Taking Video Security to the Next Level
MITRE researchers explore technology that will help spot patterns in crowds.
Someone’s always watching. In malls, stadiums, train stations, parking garages, airports—security cameras are everywhere. But with so much information flowing in, it can be challenging for the people in the control rooms monitoring activity to catch every little detail. And surprisingly, most mainstream video security technology lacks sound, color or both. That’s where Chongeun Lee, a MITRE engineer specializing in biometrics, comes in.
Lee is the principal investigator on the LinkBioMan technology project, part of MITRE's internal research program. A team of researchers, which includes Monica Carley-Spencer, Chris Pike, Benjamin Skerritt-Davis, Haluk Tokgozoglu and Amanda Vu, is contributing its expertise in video analytics, biometrics, machine learning, human language technology and computational auditory perception to create sensors that can spot irregularities in videos.
“The goal of the research is to create a decision framework that can process audio and video in real time and recommend a timely action—alert or no-alert—based upon the fusion of multimodal data,” Lee says. “The outcome is intended to be used for alerting operators ... monitoring multiple feeds of the one that requires attention and action.”
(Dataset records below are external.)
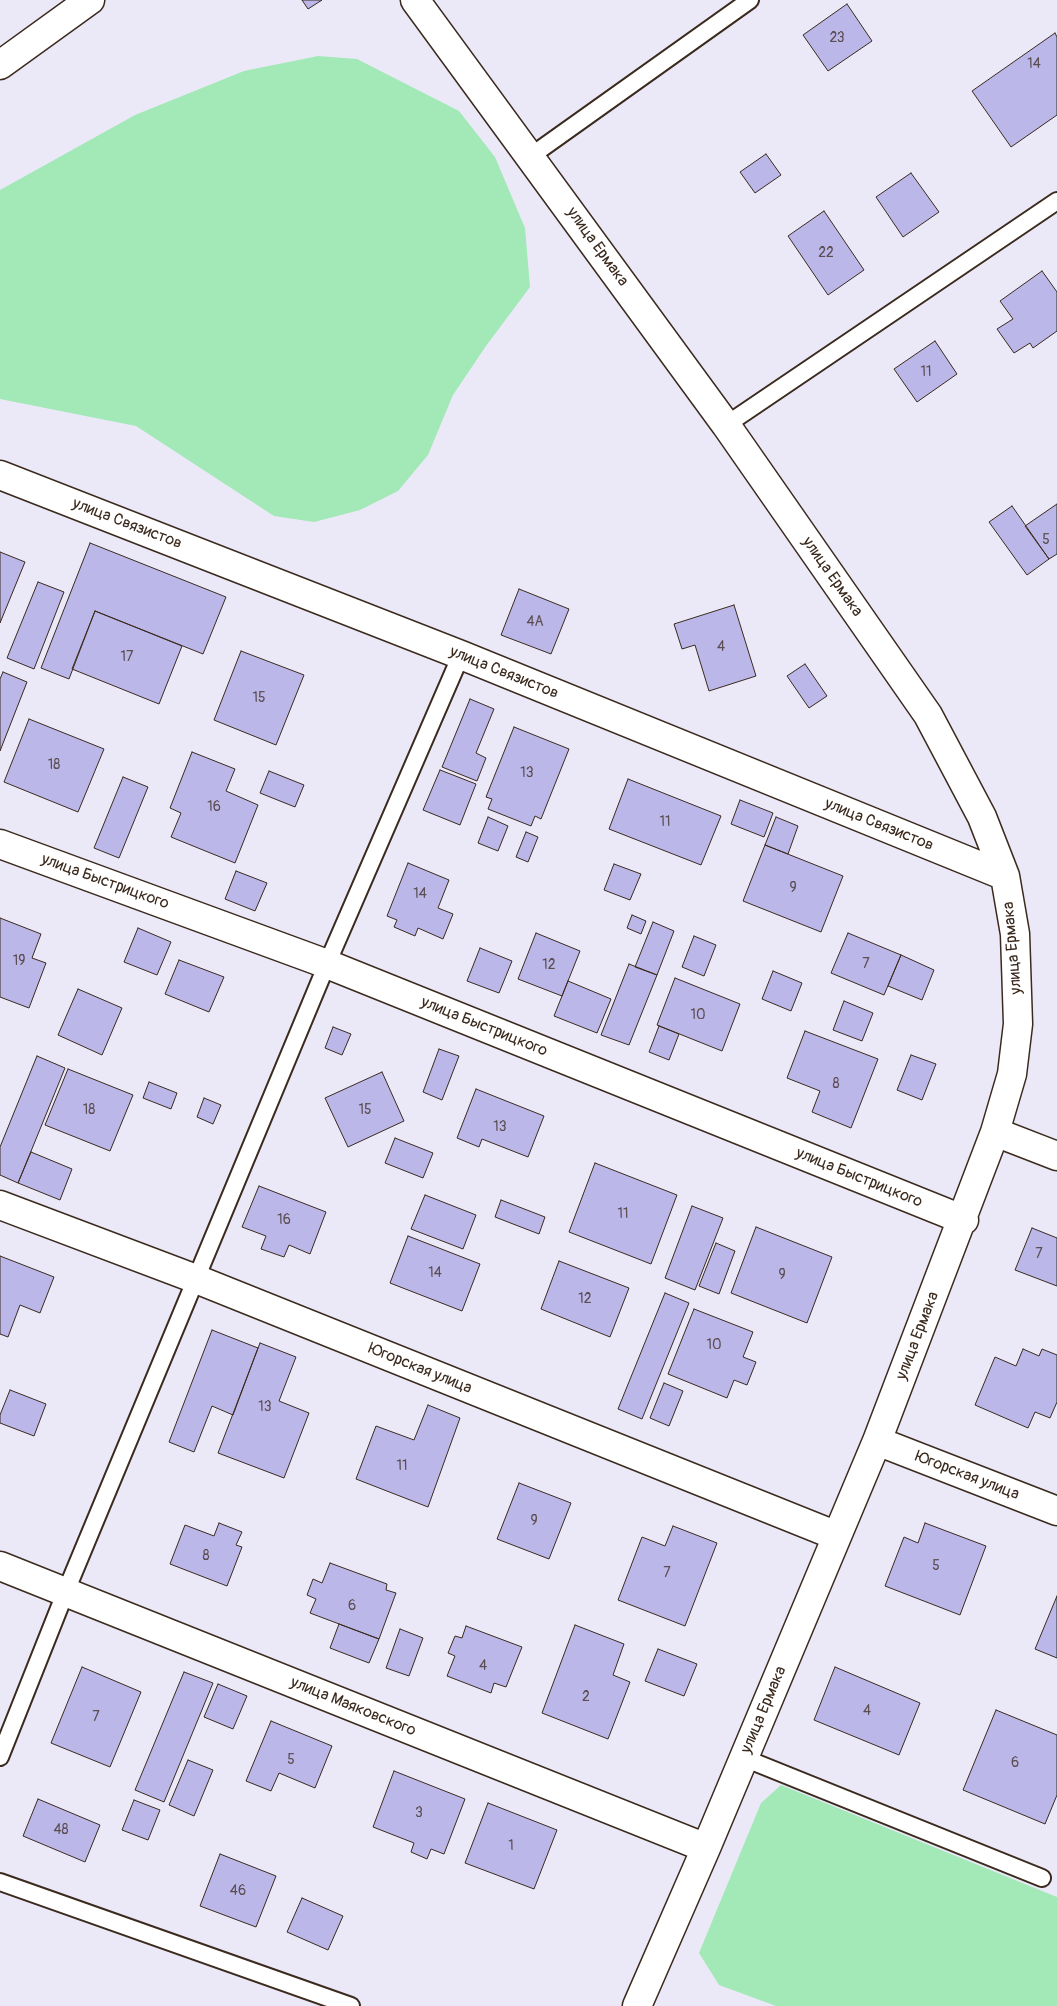 <!DOCTYPE html>
<html>
<head>
<meta charset="utf-8">
<style>
  body { margin:0 }
  canvas { display:block; background:#ebe9f8 }
</style>
</head>
<body>
<canvas width="1057" height="2006"></canvas>
<script>
const c = document.querySelector('canvas').getContext('2d');
c.lineJoin = 'round';
function fill(path, color) {
  c.fillStyle = color;
  c.fill(path, 'evenodd');
}
function shape(rows) {
  const path = new Path2D();
  for (const r of rows) {
    path.moveTo(r[0], r[1]);
    for (let i = 2; i < r.length; i += 2) path.lineTo(r[i], r[i + 1]);
  }
  return path;
}
function stroke(path, color, width, dash) {
  c.strokeStyle = color;
  c.lineWidth = width;
  c.lineCap = dash ? 'butt' : 'round';
  c.setLineDash(dash || []);
  c.stroke(path);
}
function label(font, color, halo, rows, align = 'center') {
  c.font = font + ' Pangolin,sans-serif';
  c.lineWidth = 5;
  c.setLineDash([]);
  c.textBaseline = 'middle';
  c.strokeStyle = halo;
  c.fillStyle = color;
  for (const [text, x, y, turn = 0] of rows) {
    c.save();
    c.translate(x, y);
    c.rotate((+turn || 0) * Math.PI / 180);
    c.textAlign = isNaN(turn) ? turn : align;
    if (halo) c.strokeText(text, 0, 0);
    c.fillText(text, 0, 0);
    c.restore();
  }
}
const green = shape([
  [318,56,357,59,459,111,495,157,525,228,530,287,486,346,453,395,428,455,398,491,360,510,314,522,274,516,136,426,0,399,0,190,135,115,244,71],
  [781,1785,1057,1897,1057,2006,776,2006,719,1985,699,1953,761,1803]
]);
const building = shape([
  [302,0,322,0,308,9,302,0],
  [847,4,872,41,828,71,803,35,847,4],
  [1055,33,1057,37,1057,115,1011,147,972,91,1055,33],
  [766,154,781,175,755,193,740,172,766,154],
  [911,173,939,212,903,237,876,197,911,173],
  [824,211,864,270,828,295,788,236,824,211],
  [1042,271,1057,292,1057,331,1033,348,1030,343,1014,353,997,329,1013,319,1000,301,1042,271],
  [935,341,957,374,917,402,894,369,935,341],
  [1057,504,1057,554,1049,559,1025,526,1057,504],
  [1012,506,1049,559,1027,575,989,522,1012,506],
  [90,543,226,597,203,654,95,611,69,679,41,668,90,543],
  [0,552,25,562,0,623,0,552],
  [38,582,64,592,34,669,7,658,38,582],
  [519,589,569,609,551,654,501,635,519,589],
  [734,605,756,676,709,691,695,645,682,649,674,624,734,605],
  [95,611,182,646,159,704,72,669,95,611],
  [241,651,304,675,276,745,214,720,241,651],
  [805,664,827,696,809,708,787,676,805,664],
  [3,672,27,682,0,751,0,679,3,672],
  [470,699,494,709,476,753,486,758,477,781,442,767,470,699],
  [29,719,104,749,78,812,4,782,29,719],
  [514,727,569,749,541,819,535,816,531,826,488,809,492,799,486,797,514,727],
  [192,752,235,769,226,791,258,805,235,863,171,837,181,813,170,808,192,752],
  [440,770,476,784,460,825,423,810,440,770],
  [269,771,304,785,295,807,260,793,269,771],
  [123,777,148,787,119,858,94,848,123,777],
  [628,779,721,816,701,865,609,829,628,779],
  [740,800,773,813,764,837,731,824,740,800],
  [488,817,508,826,498,851,478,843,488,817],
  [776,817,798,826,788,854,765,845,776,817],
  [526,832,538,837,528,862,516,857,526,832],
  [765,845,843,876,821,932,743,901,765,845],
  [408,863,449,880,438,908,453,914,443,939,418,928,415,936,394,927,397,920,387,916,408,863],
  [614,864,641,874,630,900,604,890,614,864],
  [236,871,267,883,255,911,225,899,236,871],
  [632,915,646,921,641,934,627,928,632,915],
  [0,918,41,934,32,958,46,963,29,1008,0,997,0,918],
  [653,922,674,931,657,975,635,967,653,922],
  [138,928,171,942,157,975,124,962,138,928],
  [536,933,580,951,562,996,518,979,536,933],
  [848,933,901,955,884,995,831,973,848,933],
  [694,936,716,945,704,976,682,967,694,936],
  [480,948,512,961,499,993,467,981,480,948],
  [901,955,934,970,922,1000,888,986,901,955],
  [179,960,224,977,209,1012,165,994,179,960],
  [629,964,657,975,629,1045,601,1035,629,964],
  [773,971,802,983,791,1011,762,999,773,971],
  [675,978,740,1004,722,1051,657,1025,675,978],
  [568,981,611,999,597,1033,554,1016,568,981],
  [78,989,122,1008,102,1055,58,1035,78,989],
  [844,1001,873,1013,862,1041,833,1030,844,1001],
  [659,1026,679,1034,669,1060,649,1052,659,1026],
  [333,1027,351,1034,342,1055,325,1048,333,1027],
  [805,1031,878,1059,851,1128,812,1112,820,1091,787,1078,805,1031],
  [439,1049,459,1056,442,1100,423,1092,439,1049],
  [911,1055,936,1064,922,1100,897,1090,911,1055],
  [37,1056,65,1068,18,1183,0,1175,0,1147,37,1056],
  [68,1069,133,1095,110,1151,45,1125,68,1069],
  [382,1072,404,1121,348,1147,325,1098,382,1072],
  [149,1082,177,1093,171,1109,143,1098,149,1082],
  [476,1089,544,1116,528,1157,482,1139,479,1147,457,1138,476,1089],
  [204,1098,221,1105,213,1124,197,1117,204,1098],
  [395,1138,433,1153,423,1178,385,1163,395,1138],
  [31,1152,72,1169,60,1200,18,1183,31,1152],
  [595,1163,677,1195,651,1264,569,1232,595,1163],
  [259,1186,326,1212,310,1254,289,1245,284,1257,261,1249,266,1236,242,1227,259,1186],
  [425,1195,476,1215,463,1249,411,1229,425,1195],
  [501,1200,545,1217,539,1234,495,1217,501,1200],
  [692,1206,723,1218,695,1290,665,1278,692,1206],
  [756,1227,832,1257,807,1323,731,1293,756,1227],
  [1032,1228,1057,1238,1057,1286,1015,1270,1032,1228],
  [408,1236,480,1264,462,1311,390,1283,408,1236],
  [716,1243,735,1251,719,1294,699,1286,716,1243],
  [0,1256,54,1277,40,1313,20,1305,8,1337,0,1334,0,1256],
  [559,1261,629,1288,610,1337,541,1309,559,1261],
  [665,1293,689,1303,642,1419,618,1409,665,1293],
  [694,1309,753,1332,743,1357,756,1362,747,1385,734,1380,727,1398,668,1374,694,1309],
  [212,1330,258,1348,233,1415,212,1406,194,1452,169,1442,212,1330],
  [260,1343,296,1357,279,1401,309,1413,284,1478,218,1453,260,1343],
  [1023,1349,1039,1356,1042,1349,1057,1355,1057,1402,1050,1418,1035,1412,1028,1428,975,1405,995,1357,1016,1366,1023,1349],
  [664,1383,683,1391,669,1426,650,1418,664,1383],
  [10,1390,46,1404,34,1436,0,1423,0,1415,10,1390],
  [428,1405,460,1418,428,1507,356,1479,376,1426,414,1440,428,1405],
  [519,1483,571,1503,549,1559,497,1539,519,1483],
  [219,1523,242,1532,236,1545,242,1547,227,1586,170,1564,185,1525,214,1536,219,1523],
  [925,1523,986,1546,960,1615,885,1586,904,1537,918,1543,925,1523],
  [673,1526,717,1543,685,1626,618,1600,642,1537,665,1546,673,1526],
  [330,1563,387,1584,386,1590,396,1593,379,1639,310,1613,316,1599,307,1595,313,1579,322,1583,330,1563],
  [1057,1596,1057,1658,1035,1649,1057,1596],
  [339,1624,379,1639,369,1663,330,1648,339,1624],
  [575,1625,624,1644,613,1675,630,1682,608,1739,542,1713,575,1625],
  [466,1626,522,1647,506,1687,494,1683,491,1693,447,1676,455,1656,448,1653,455,1636,462,1638,466,1626],
  [400,1629,423,1638,409,1676,386,1668,400,1629],
  [658,1649,697,1664,684,1696,645,1681,658,1649],
  [82,1667,141,1692,110,1767,51,1743,82,1667],
  [835,1667,920,1703,899,1755,814,1720,835,1667],
  [184,1672,213,1683,164,1802,135,1790,184,1672],
  [218,1684,247,1696,233,1729,204,1717,218,1684],
  [996,1710,1057,1735,1057,1795,1045,1824,963,1790,996,1710],
  [271,1721,332,1746,315,1788,279,1773,271,1791,246,1781,271,1721],
  [188,1760,213,1770,194,1816,169,1805,188,1760],
  [394,1771,465,1799,444,1854,431,1849,427,1859,411,1852,414,1843,373,1827,394,1771],
  [38,1799,100,1825,85,1862,23,1836,38,1799],
  [134,1800,160,1810,148,1840,122,1830,134,1800],
  [488,1803,557,1830,534,1889,465,1863,488,1803],
  [220,1854,276,1876,256,1927,200,1906,220,1854],
  [302,1898,343,1916,328,1950,287,1932,302,1898]
]);
const service = shape([
  [531,156,750,0],
  [726,425,1057,201],
  [0,1757,66,1591,327,964,461,655],
  [744,1758,1042,1878],
  [0,1882,351,2006]
]);
const minor = shape([
  [415,0,726,425,928,715,982,817,1005,876,1015,934,1018,1024,1012,1074,995,1132,877,1441,706,1848,637,2006],
  [0,65,90,0],
  [0,475,461,655,1005,876],
  [0,844,327,964,964,1220],
  [995,1132,1057,1156],
  [0,1205,196,1279,837,1536],
  [877,1441,1057,1511],
  [0,1566,706,1848]
]);
const numberNames = [
  ["23",837,38],
  ["14",1034,64],
  ["22",826,253],
  ["11",926,372],
  ["5",1046,540],
  ["4А",535,622],
  ["4",721,647],
  ["17",127,657],
  ["15",259,698],
  ["18",54,765],
  ["13",527,773],
  ["16",214,807],
  ["11",665,822],
  ["9",793,888],
  ["14",420,894],
  ["19",19,961],
  ["7",866,964],
  ["12",549,965],
  ["10",698,1015],
  ["8",836,1084],
  ["18",89,1110],
  ["15",365,1110],
  ["13",500,1127],
  ["11",623,1214],
  ["16",284,1220],
  ["7",1039,1254],
  ["14",435,1273],
  ["9",782,1275],
  ["12",585,1299],
  ["10",714,1345],
  ["13",265,1407],
  ["11",402,1466],
  ["9",534,1521],
  ["8",206,1556],
  ["5",936,1566],
  ["7",667,1573],
  ["6",352,1606],
  ["4",483,1666],
  ["2",586,1697],
  ["4",867,1711],
  ["7",96,1717],
  ["5",291,1760],
  ["6",1015,1763],
  ["3",419,1813],
  ["48",61,1830],
  ["1",511,1846],
  ["46",238,1891]
];
const streetNames = [
  ["улица Ермака",597,247,54],
  ["улица Связистов",127,524,21],
  ["улица Ермака",832,577,55],
  ["улица Связистов",504,673,22],
  ["улица Связистов",879,825,22],
  ["улица Быстрицкого",105,882,20],
  ["улица Ермака",1013,948,-95],
  ["улица Быстрицкого",484,1027,22],
  ["улица Быстрицкого",859,1178,22],
  ["улица Ермака",918,1336,-69],
  ["Югорская улица",420,1369,22],
  ["Югорская улица",967,1476,21],
  ["улица Маяковского",353,1707,22],
  ["улица Ермака",764,1710,-67]
];
fill(green, '#a2e9b7');
fill(building, '#bbb7e9');
stroke(building, '#3b2a1e', 1);
stroke(service, '#3b2a1e', 20);
stroke(minor, '#3b2a1e', 31);
stroke(service, '#fff', 16);
stroke(minor, '#fff', 28);
label('14px', '#5b4d51', null, numberNames);
label('16px', '#3b2a1e', '#fff', streetNames);
</script>
</body>
</html>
To begin its work, the research team selected compelling test cases. Researchers decided to compare public protests and riots with concerts to determine the differences in alert context. Then they designed and implemented a decision framework, trained audio and video classifiers leveraging existing open source tools, and developed ontology on the selected test cases.
A lot of work still needs to be done. Having focused mainly on nonperson entities thus far, next fiscal year the team plans to add soft biometrics such as gender, clothes and hair color to crowd behaviors; implement user error feedback and correction; and augment the decision framework with temporal tracking of events, Lee says. With continued funding, LinkBioMan should be fully developed by the end of fiscal year 2019.
Of course, there have been challenges along the way—two in particular stick out in Lee's mind. The first was finding and collecting datasets that do not come with restrictions requiring legal team involvement or copyright and sharing limitations. The second challenge was hardware. “Our research requires usage of many algorithms for real-time results, and we had to switch to graphic processing units to meet the hardware demand,” Lee adds.
The benefits of the LinkBioMan program, whose formal project title is, "Linking Soft Biometrics to Semantic Description of an Event," will be immense. Users will be able to identify and prevent hazards related to public safety based upon real-time surveillance feeds and respond more rapidly and accurately to natural or man-made emergencies. The technology also could be used to conduct analysis for city planning such as deciding the locations of crosswalks and streetlights.
Transitioning LinkBioMan to commercial and government customers like the U.S. Defense Department and financial institutions won’t be a stretch. “We are intentionally building our system to be modular, flexible and tailorable for individual needs,” Lee emphasizes.
If all goes according to plan, the research will help detect, alert and react to unusual activities in crowded open, public areas that are more difficult to monitor; warn and help intelligence agents or soldiers on the battlefield in real time to anticipate threatening events by associating people's traits with a particular set of circumstances; and be used as an investigative tool to speed up and pinpoint evidence of fraudulent activities among an overwhelming amount of data, Lee concludes.